Comprendiamo veramente il significato e il peso di queste realtà? Il mondo di oggi ha bisogno di Cristo
e del Vangelo e di vedere, testimoniata nella vita dei cristiani, la nuova società che fiorisce sulla radice del
Mistero della Pasqua, in cui è racchiuso l’amore del Padre che abbraccia tutti. E Noi, come persone consacrate,
siamo chiamate ad esserne un segno limpido e profetico, nella Chiesa e nella società, servendo come Cristo, il
Signore e lo Sposo. Ha scritto Papa Giovanni Paolo II: La dedizione a Dio delle persone consacrate, che dà
volto di pienezza al quotidiano, è luce che “illumina il cammino dell’esistenza umana: i cristiani hanno bisogno
di trovare in voi cuori purificati che nella fede, “vedono Dio”, persone docili all’azione dello Spirito che
camminano spedite nella fedeltà al carisma della chiamata e della missione” (VC 109) . Le persone consacrate,
partecipi dell’agape divina, leggiamo ancora nell’Esortazione, lasciandosi conquistare da Lui (Fil 3, 12) si
dispongono a divenire in certo modo, un prolungamento della sua umanità (VC 76), cioè di Cristo Redentore,
“il più bello dei figli dell’uomo” (Sal 45, 3), Via Verità e Vita. Le persone consacrate sono nella Chiesa
“memoria vivente del modo di esistere e di agire di Gesù” (VC 22).
II
In questa luce, penso vada visto l’Anno della Vita Consacrata!

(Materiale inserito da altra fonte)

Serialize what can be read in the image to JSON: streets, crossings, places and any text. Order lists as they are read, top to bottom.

: L’appello del Papa, lo ripeto, rivela le responsabilità della vita consacrata nella Chiesa per la
realizzazione del disegno di Dio: un disegno di amore che si compie solo con il metodo dell’amore, su cui si
fonda ogni esistenza donata. “Il codice genetico del dono: l’avvincente bellezza della vita consacrata”

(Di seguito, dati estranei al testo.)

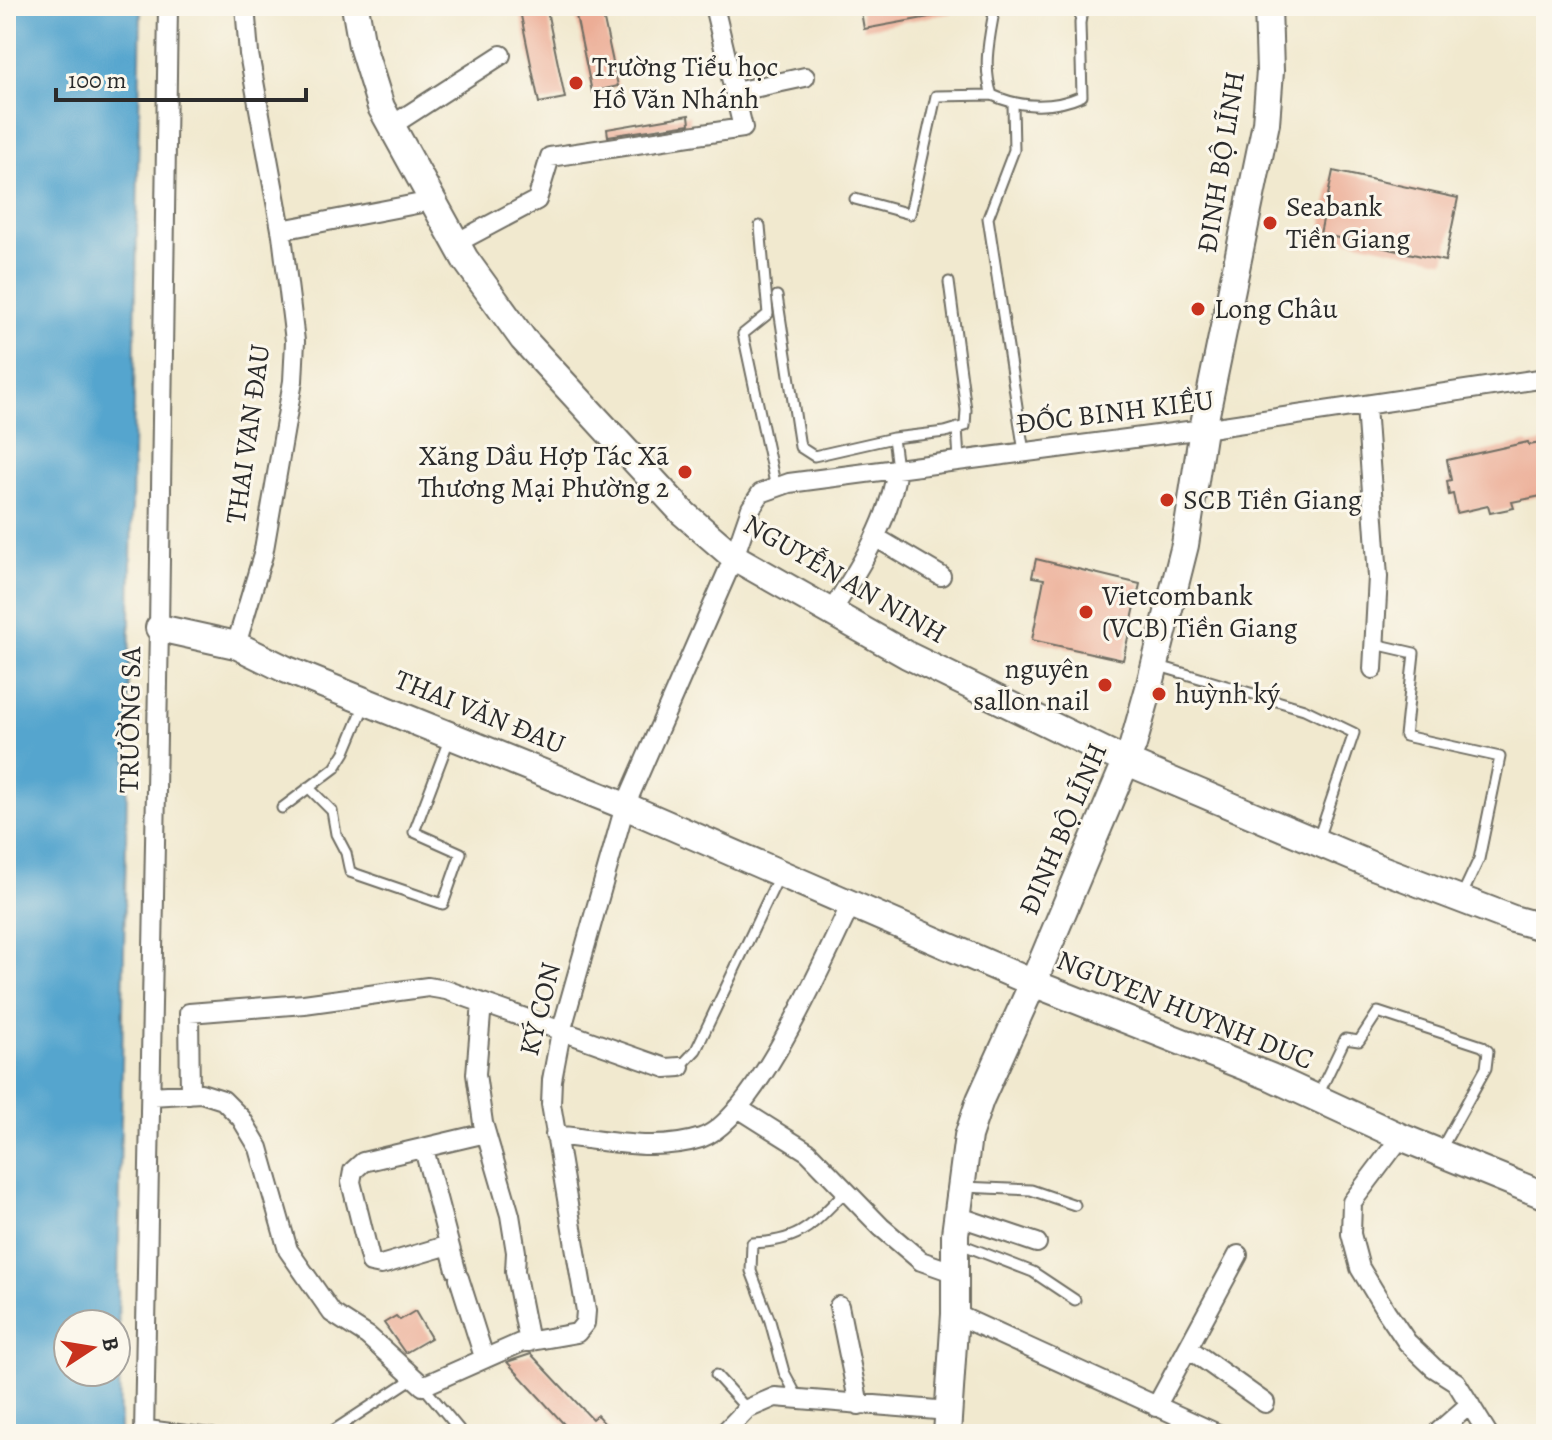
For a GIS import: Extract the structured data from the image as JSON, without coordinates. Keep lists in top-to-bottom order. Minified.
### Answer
{"streets":{"street":["ĐINH BỘ LĨNH","ĐỐC BINH KIỀU","THAI VAN ĐAU","NGUYỄN AN NINH","THAI VĂN ĐAU","TRƯỜNG SA","KÝ CON","NGUYEN HUYNH DUC"]},"crossings":[["ĐINH BỘ LĨNH","ĐỐC BINH KIỀU"],["ĐINH BỘ LĨNH","NGUYỄN AN NINH"],["ĐINH BỘ LĨNH","NGUYEN HUYNH DUC"],["THAI VAN ĐAU","THAI VĂN ĐAU"],["NGUYỄN AN NINH","KÝ CON"],["THAI VĂN ĐAU","TRƯỜNG SA"],["THAI VĂN ĐAU","KÝ CON"],["THAI VĂN ĐAU","NGUYEN HUYNH DUC"],["KÝ CON","NGUYEN HUYNH DUC"]],"places":["Trường Tiểu học Hồ Văn Nhánh","Seabank Tiền Giang","Long Châu","Xăng Dầu Hợp Tác Xã Thương Mại Phường 2","SCB Tiền Giang","Vietcombank (VCB) Tiền Giang","nguyên sallon nail","huỳnh ký"],"scale_bar":"100 m","north":"right"}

(Francesco Lambiasi Vescovo, Omelia 2 febbraio 2010).
Gustare le realtà custodite in questi testi vibranti di passione per il Vangelo, durante l’Anno della Vita
Consacrata - e, se vogliamo, nel XX anniversario del Sinodo, 1994 - . riscalda il cuore nella gioia e nella
gratitudine per essere stati chiamati, nonostante i nostri limiti e peccati, a vivere questo tempo di grazia e di
sofferenza dell’umanità, di conquiste e di attese, di nuove prospettive di vita nella pace e nella giustizia. Nella
preghiera, fatti voce di ogni creatura, chiediamo , uniti a Maria, il dono della “povertà in spirito” (Mt 5, 3):,
perché solo se si è poveri di spirito si può essere partecipi della creatività dello Spirito e si è in grado di
collaborare con Cristo Signore e con l’uomo e la donna di ogni popolo e cultura. Una prima condizione,
tuttavia, è avere nel cuore la Chiesa e l'umanità. La Chiesa. perché ogni carisma di vita consacrata è un dono di
Cristo Signore fatto alla Chiesa (cf. MR 5) e solo in essa ogni Istituto comprende la propria identità e la
missione specifica. L'umanità, perché siamo partecipi della missione di Cristo che abbraccia tutti: La radice è
sempre e solo l'amore del Padre, che ogni nostro gesto e opera intende esprimere e rivelare, creando lo spazio di
un incontro rigeneratore e di comunione con Lui.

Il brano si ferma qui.